── The input

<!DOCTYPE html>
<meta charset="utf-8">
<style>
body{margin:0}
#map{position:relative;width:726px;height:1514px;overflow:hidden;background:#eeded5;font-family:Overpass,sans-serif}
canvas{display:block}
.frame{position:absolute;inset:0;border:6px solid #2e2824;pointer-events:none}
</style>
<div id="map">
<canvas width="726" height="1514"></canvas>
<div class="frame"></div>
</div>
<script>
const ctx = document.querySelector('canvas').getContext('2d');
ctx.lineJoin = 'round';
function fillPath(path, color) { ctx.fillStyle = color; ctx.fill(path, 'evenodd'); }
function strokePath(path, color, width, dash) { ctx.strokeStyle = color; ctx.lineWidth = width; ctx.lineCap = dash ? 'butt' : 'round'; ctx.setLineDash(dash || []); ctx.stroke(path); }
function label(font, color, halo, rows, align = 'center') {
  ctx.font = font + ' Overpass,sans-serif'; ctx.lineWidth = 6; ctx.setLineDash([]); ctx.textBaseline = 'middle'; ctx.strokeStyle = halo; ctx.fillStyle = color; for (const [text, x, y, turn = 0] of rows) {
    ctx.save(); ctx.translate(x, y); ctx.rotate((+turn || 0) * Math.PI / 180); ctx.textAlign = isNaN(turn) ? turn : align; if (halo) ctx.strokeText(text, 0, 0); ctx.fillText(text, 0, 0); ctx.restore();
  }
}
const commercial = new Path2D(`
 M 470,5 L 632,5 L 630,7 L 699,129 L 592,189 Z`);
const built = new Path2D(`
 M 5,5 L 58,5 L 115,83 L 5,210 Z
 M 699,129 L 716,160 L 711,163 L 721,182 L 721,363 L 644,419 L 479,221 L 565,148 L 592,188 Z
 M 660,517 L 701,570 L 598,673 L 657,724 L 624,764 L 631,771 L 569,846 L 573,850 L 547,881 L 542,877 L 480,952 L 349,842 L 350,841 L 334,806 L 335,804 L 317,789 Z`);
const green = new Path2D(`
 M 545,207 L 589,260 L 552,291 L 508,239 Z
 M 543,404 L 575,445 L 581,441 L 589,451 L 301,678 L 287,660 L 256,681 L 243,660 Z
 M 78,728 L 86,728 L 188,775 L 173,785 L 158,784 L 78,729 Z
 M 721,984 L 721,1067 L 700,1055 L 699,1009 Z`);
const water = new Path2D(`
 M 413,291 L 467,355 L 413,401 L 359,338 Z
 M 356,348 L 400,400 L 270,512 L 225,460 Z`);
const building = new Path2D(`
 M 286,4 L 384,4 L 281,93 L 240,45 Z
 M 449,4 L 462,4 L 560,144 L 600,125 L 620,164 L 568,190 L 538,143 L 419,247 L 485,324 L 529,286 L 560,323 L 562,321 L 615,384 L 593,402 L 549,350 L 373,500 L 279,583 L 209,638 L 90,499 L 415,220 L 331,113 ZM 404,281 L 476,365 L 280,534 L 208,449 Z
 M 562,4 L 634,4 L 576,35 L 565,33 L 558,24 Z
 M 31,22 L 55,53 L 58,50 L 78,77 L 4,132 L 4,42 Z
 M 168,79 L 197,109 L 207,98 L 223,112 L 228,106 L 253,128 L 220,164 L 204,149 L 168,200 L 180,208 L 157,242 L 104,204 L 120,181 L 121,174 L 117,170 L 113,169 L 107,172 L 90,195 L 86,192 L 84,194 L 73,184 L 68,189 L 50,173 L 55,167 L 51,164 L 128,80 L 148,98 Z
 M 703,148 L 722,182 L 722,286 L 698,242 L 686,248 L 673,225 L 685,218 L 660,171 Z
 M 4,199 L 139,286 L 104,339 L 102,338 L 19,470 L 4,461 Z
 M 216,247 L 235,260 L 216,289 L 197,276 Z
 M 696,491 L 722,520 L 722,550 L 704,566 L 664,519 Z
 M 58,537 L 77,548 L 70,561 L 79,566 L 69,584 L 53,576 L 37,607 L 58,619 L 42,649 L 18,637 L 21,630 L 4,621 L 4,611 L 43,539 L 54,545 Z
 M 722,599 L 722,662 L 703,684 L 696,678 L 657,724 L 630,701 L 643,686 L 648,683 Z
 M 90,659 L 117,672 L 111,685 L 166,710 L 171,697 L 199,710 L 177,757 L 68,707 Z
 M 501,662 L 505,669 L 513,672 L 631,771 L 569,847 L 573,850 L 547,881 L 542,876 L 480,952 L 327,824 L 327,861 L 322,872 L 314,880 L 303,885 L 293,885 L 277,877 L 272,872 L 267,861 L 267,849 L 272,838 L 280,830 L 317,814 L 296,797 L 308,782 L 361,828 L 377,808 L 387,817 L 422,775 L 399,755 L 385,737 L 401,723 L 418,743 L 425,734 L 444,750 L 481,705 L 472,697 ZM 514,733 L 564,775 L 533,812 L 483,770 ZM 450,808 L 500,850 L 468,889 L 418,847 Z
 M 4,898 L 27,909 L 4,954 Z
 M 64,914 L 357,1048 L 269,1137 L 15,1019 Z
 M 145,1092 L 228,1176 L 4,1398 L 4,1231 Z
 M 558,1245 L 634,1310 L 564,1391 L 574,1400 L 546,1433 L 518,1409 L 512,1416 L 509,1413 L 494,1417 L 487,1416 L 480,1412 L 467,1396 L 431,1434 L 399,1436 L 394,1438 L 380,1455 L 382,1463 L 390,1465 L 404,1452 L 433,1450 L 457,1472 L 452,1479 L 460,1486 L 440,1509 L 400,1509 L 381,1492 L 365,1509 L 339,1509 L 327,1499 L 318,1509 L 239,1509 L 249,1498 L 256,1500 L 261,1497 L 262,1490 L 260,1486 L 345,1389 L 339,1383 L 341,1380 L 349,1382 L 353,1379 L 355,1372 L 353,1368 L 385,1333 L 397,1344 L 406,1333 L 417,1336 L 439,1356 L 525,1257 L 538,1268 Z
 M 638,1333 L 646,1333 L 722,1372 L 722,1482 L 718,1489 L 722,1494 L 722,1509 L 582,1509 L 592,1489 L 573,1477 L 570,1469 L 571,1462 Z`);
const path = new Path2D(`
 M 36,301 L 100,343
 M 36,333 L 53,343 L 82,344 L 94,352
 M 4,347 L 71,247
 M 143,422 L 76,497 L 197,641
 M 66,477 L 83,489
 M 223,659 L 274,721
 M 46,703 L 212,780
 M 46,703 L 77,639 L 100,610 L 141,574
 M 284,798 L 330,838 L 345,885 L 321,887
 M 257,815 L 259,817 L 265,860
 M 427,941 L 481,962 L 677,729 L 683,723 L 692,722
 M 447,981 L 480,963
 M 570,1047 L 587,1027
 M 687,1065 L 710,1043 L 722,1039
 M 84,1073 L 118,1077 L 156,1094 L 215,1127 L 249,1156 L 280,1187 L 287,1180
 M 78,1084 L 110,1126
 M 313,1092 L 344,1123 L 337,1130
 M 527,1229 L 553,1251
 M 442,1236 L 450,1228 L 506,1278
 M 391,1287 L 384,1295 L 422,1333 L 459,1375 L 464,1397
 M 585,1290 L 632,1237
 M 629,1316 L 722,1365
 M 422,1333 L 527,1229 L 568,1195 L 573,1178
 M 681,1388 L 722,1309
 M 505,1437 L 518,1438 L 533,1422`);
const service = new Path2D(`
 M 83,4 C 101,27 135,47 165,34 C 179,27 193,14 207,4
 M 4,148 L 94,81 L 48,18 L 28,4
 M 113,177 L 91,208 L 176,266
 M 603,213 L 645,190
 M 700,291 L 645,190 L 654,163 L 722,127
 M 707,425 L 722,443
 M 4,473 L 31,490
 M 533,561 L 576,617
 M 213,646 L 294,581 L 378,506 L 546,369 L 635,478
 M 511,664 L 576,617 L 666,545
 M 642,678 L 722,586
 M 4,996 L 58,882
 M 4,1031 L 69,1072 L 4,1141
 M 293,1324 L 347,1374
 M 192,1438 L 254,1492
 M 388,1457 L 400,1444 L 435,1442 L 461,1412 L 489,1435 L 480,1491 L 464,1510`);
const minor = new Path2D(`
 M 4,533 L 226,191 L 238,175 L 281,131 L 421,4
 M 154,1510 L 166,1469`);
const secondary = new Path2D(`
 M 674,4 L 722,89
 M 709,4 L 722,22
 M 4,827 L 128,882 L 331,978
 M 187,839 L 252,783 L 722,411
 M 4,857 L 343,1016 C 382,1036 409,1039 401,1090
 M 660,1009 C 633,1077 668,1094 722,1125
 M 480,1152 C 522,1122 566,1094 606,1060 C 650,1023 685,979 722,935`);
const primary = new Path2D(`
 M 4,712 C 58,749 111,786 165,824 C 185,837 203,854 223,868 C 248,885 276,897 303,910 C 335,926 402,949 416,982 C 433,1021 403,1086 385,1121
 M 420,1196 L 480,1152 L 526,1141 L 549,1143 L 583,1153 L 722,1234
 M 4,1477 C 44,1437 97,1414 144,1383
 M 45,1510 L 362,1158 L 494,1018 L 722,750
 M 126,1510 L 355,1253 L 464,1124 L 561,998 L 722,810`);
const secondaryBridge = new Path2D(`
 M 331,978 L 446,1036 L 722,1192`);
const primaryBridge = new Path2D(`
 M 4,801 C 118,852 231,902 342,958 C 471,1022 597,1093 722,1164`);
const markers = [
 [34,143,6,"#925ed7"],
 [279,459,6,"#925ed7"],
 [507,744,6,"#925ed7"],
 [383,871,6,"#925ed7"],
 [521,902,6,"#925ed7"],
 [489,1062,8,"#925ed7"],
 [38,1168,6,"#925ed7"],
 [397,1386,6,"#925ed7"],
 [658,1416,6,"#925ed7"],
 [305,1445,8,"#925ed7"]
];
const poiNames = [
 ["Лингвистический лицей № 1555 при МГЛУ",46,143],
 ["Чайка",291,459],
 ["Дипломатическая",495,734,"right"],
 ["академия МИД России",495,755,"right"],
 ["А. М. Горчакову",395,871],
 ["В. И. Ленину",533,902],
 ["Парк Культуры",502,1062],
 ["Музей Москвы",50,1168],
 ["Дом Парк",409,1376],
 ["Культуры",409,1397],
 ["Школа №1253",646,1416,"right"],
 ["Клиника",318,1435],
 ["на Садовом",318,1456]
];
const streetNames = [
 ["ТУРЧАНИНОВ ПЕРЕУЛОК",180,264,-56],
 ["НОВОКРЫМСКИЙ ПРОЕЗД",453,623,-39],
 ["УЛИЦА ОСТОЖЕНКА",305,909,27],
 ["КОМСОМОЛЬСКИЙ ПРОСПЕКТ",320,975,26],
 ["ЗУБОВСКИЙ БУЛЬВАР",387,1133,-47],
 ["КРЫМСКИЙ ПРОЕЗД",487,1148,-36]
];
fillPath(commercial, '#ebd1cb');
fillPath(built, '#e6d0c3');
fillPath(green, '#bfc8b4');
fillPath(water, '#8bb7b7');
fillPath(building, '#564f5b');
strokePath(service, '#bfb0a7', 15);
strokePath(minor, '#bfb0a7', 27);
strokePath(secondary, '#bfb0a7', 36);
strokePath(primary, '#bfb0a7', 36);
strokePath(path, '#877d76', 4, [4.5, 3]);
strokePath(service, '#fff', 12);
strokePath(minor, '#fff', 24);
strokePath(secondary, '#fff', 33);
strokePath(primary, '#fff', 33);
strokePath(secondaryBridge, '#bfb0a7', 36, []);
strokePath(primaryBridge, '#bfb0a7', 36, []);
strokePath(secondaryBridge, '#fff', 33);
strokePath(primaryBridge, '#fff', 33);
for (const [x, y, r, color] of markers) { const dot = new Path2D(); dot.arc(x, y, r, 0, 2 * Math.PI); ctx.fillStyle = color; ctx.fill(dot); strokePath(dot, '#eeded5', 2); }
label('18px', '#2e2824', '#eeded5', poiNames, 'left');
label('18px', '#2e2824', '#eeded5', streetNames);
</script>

────

Nothing but the lines above from the one containing "M 46,703 L 212,780" through the one containing "M 707,425 L 722,443" should appear in the answer, each repeated exactly.

• [Response below]:
 M 46,703 L 212,780
 M 46,703 L 77,639 L 100,610 L 141,574
 M 284,798 L 330,838 L 345,885 L 321,887
 M 257,815 L 259,817 L 265,860
 M 427,941 L 481,962 L 677,729 L 683,723 L 692,722
 M 447,981 L 480,963
 M 570,1047 L 587,1027
 M 687,1065 L 710,1043 L 722,1039
 M 84,1073 L 118,1077 L 156,1094 L 215,1127 L 249,1156 L 280,1187 L 287,1180
 M 78,1084 L 110,1126
 M 313,1092 L 344,1123 L 337,1130
 M 527,1229 L 553,1251
 M 442,1236 L 450,1228 L 506,1278
 M 391,1287 L 384,1295 L 422,1333 L 459,1375 L 464,1397
 M 585,1290 L 632,1237
 M 629,1316 L 722,1365
 M 422,1333 L 527,1229 L 568,1195 L 573,1178
 M 681,1388 L 722,1309
 M 505,1437 L 518,1438 L 533,1422`);
const service = new Path2D(`
 M 83,4 C 101,27 135,47 165,34 C 179,27 193,14 207,4
 M 4,148 L 94,81 L 48,18 L 28,4
 M 113,177 L 91,208 L 176,266
 M 603,213 L 645,190
 M 700,291 L 645,190 L 654,163 L 722,127
 M 707,425 L 722,443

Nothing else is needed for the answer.